Capital Gain Taxable, Tax Year Not Statute-Barred

Case Citation
Estate of the Late Catherine M. Roud v. The Queen (2013 TCC 36) [TCC] [CanLII]
Summary
A taxpayer owned shares in a public corporation. The company reorganized itself as a unit trust. As part of the reorganization shareholders received units of the trust in exchange for their shares. Such an exchange is a taxable event—there are no tax deferral provisions. The taxpayer did not report the capital gain on the shares and should have.
On a second matter, the return was not statute-barred as the judge found the failure to report the gain, “resulted in a misrepresentation in that return attributable to neglect or carelessness.” Given the amounts involved and the information circulars delivered to shareholders explaining the reorganization, it wasn’t reasonable for the taxpayer to take the position the event was not taxable.
Issue
[3] The issues to be decided are whether:
i) Ms. Roud realized a taxable capital gain when shares owned by her were the subject of an income trust conversion in 2006; and,
ii) Whether Ms. Roud’s 2006 year was statute-barred when the Canada Revenue Agency (“CRA”) reassessed her 2006 year to include the unreported gain.
ITA / ETA
| 152(4)—Assessment and reassessment |
Cases Cited
None.
Analysis
[8] It is the Appellant’s position that no capital gain should have been realized and taxed at that time because (i) the Aliant corporate shares were not sold for cash but merged into Bell Aliant Trust Units, or (ii) perhaps Aliant Inc. was merely renamed Bell Aliant.
[9] Unfortunately for Ms. Roud and for other individuals and taxable entities, income trust conversions did not qualify for tax deferred corporate rollover treatment under the Income Tax Act (the “Act”) even though such a rollover would have been available had shares been converted into or exchanged for shares of another corporation as was the case when her Newtel shares were exchanged for Aliant Inc. shares. The tax treatment of corporations and their shareholders under the Act differs significantly from the tax treatment of trusts and their unitholders. For this reason, Ms. Murphy’s argument can not succeed. Ms. Roud did dispose of her Aliant Inc. shares and received in exchange the Bell Aliant Trust units. The amount of proceeds she received for her Aliant Inc. shares is the fair market value of Bell Aliant Trust units she received. It does not matter that she did not receive cash.
[11] There is absolutely no suggestion that either Ms. Roud or Ms. Murphy intended to do anything wrong. Income trust conversions are complex but different from the earlier conversion of Ms. Roud’s Newfoundland Telephone Newtel shares into shares of Aliant Inc. in the 1990s. However, in these circumstances, I am satisfied that the failure to include the capital gain in Ms. Roud’s 2006 tax return resulted in a misrepresentation in that return attributable to neglect or carelessness. The result of this is that the normal three-year reassessment period did not apply and the 2006 year is not statute-barred with respect to this taxable capital gain.
Decision
[12] For these reasons this appeal must be dismissed. I would note as an aside that does not affect my decision that the CRA believes it overstated Ms. Roud’s adjusted cost base in her shares by more than $1,000. If so, this is to her favour as the CRA cannot seek to increase the reassessment in this appeal. Further, it appears that had Ms. Roud not exchanged her shares in 2006 for trust units, or even if there had been a tax-deferred rollover available, this capital gain would have been realized and taxable in 2007 upon her death in any event.
Note
A paragraph beginning with a number in square brackets is a direct quote from the case.
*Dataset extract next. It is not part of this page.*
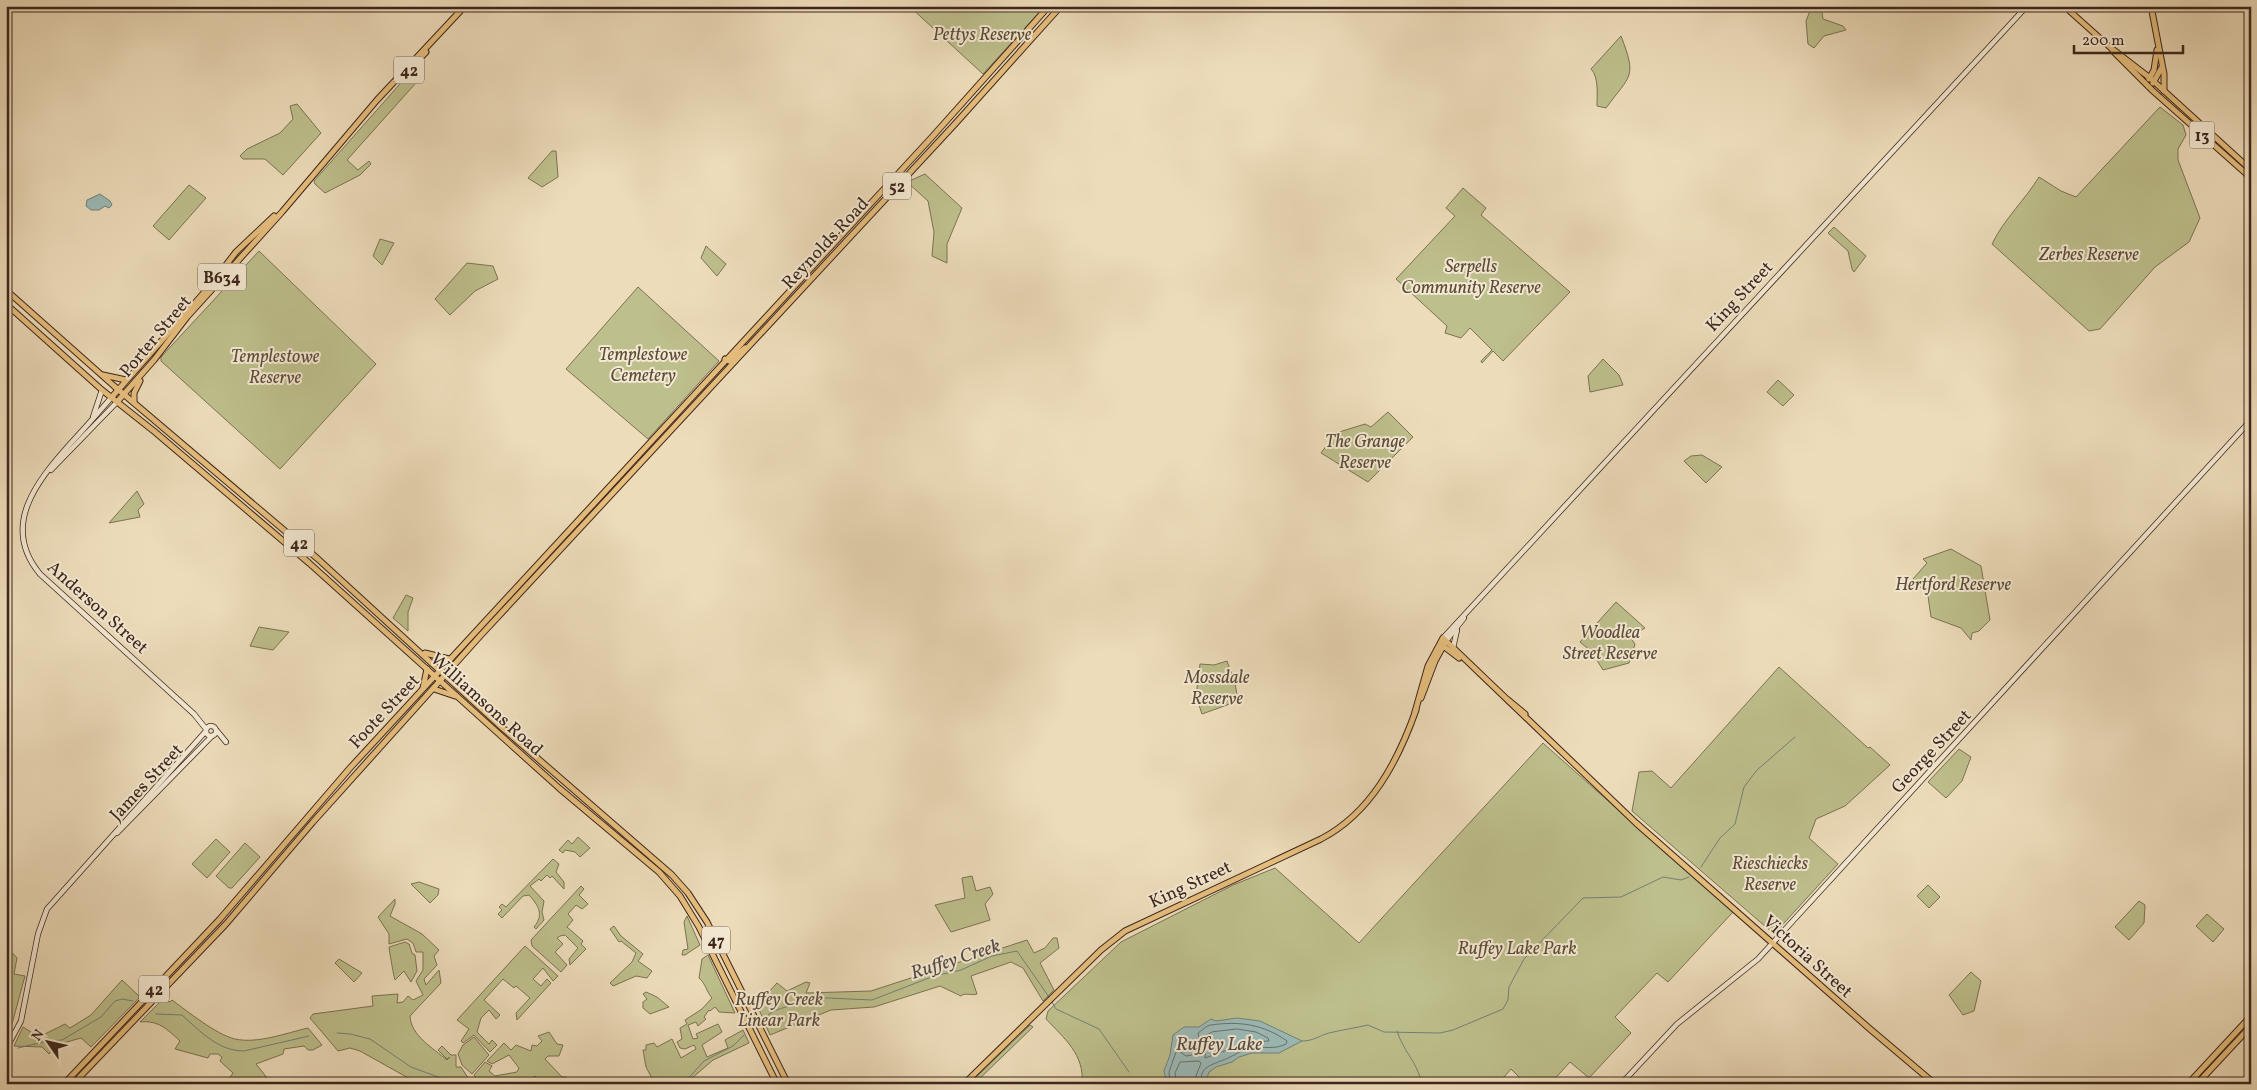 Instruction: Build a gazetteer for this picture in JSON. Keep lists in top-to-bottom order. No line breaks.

No Donation Receipt, No Tax Credit

Case Citation
Sklodowski v. The Queen (2013 TCC 37) [TCC] [CanLII]
Summary
The taxpayer claimed tax credits for cash donations to two churches. There were two problems with the claims. First, the taxpayer had no receipt as required under subsection 118.1(2) of the Income Tax Act. Second, an audit of the churches showed receipts being issued for amounts far in excess of amounts received. In short, it appears there was a scam.
The court confirms a donation tax credit will not be allowed if the receipt does not meet the prescribed requirements as set out in Regulation 3501(1).
Issue
[16] Are Mr. Sklodowski and Mr. Ashbert entitled to tax credits based on charitable cash donations of $6,000 and $8,000 by Mr. Ashbert in 2006 and 2007 to The Redemption Power International Ministry and The Christ Healing Church respectively and of $9,250 by Mr. Sklodowski in 2007 to The Christ Healing Church?
ITA / ETA
| 118.1(2)—Proof of gift |
| 118.1(3)—Deduction by individuals for gifts |
| PART XXXV—GIFTS—3500 |
| PART XXXV—GIFTS—3501 |
Cases Cited
Afovia v. The Queen (2012 TCC 391) [TCC] [CanLII]
Analysis
[17] The Respondent argues that they are not entitled to such credits for two reasons:
a) first, the receipts provided by Mr. Sklodowski and Mr. Ashbert to support the credits do not contain the requisite prescribed information;
b) second, Mr. Sklodowski and Mr. Ashbert have not proven they made the cash donations.
[18] Section 118.1(2)(a) of the Income Tax Act (the "Act") reads:
118.1(2) A gift shall not be included in the total charitable gifts, total Crown gifts, total cultural gifts or total ecological gifts of an individual unless the making of the gift is proven by filing with the Minister
(a) a receipt for the gift that contains prescribed information;
[21] In the recent case of Afovia v. Her Majesty the Queen,[1] Justice Paris dealt with both these issues. He had this to say about the receipt requirements:
9. The question that must be decided by this Court is whether it is mandatory that a charitable donation receipt contain all of the information listed in subsection 3501(1) of the Regulations, including a serial number and the name and Internet website of the Canada Revenue Agency. On the basis of the clear wording of that provision, I find that all of the information listed there is mandatory. The material portion of the section states that “every official receipt issued by a registered organization . . . shall show clearly in such a manner that it cannot be readily altered . . .” the information listed in paragraphs (a) to (j).
14. The fact that the appellants were unaware of what information was required on a charitable receipt cannot relieve them of the obligation to support their claim for the charitable donation tax credits with official receipts that contain the prescribed information. This Court is bound by subsection 118.1(2) of the Act.
Decision
[25] Something is rotten in the state of Denmark, but I have insufficient evidence to pinpoint exactly what. I do, however, have enough evidence to find both that the receipts are deficient and also that Mr. Sklodowski and Mr. Ashbert did not make the cash donations claimed. The Appeals are therefore dismissed.
Note
A paragraph beginning with a number in square brackets is a direct quote from the case.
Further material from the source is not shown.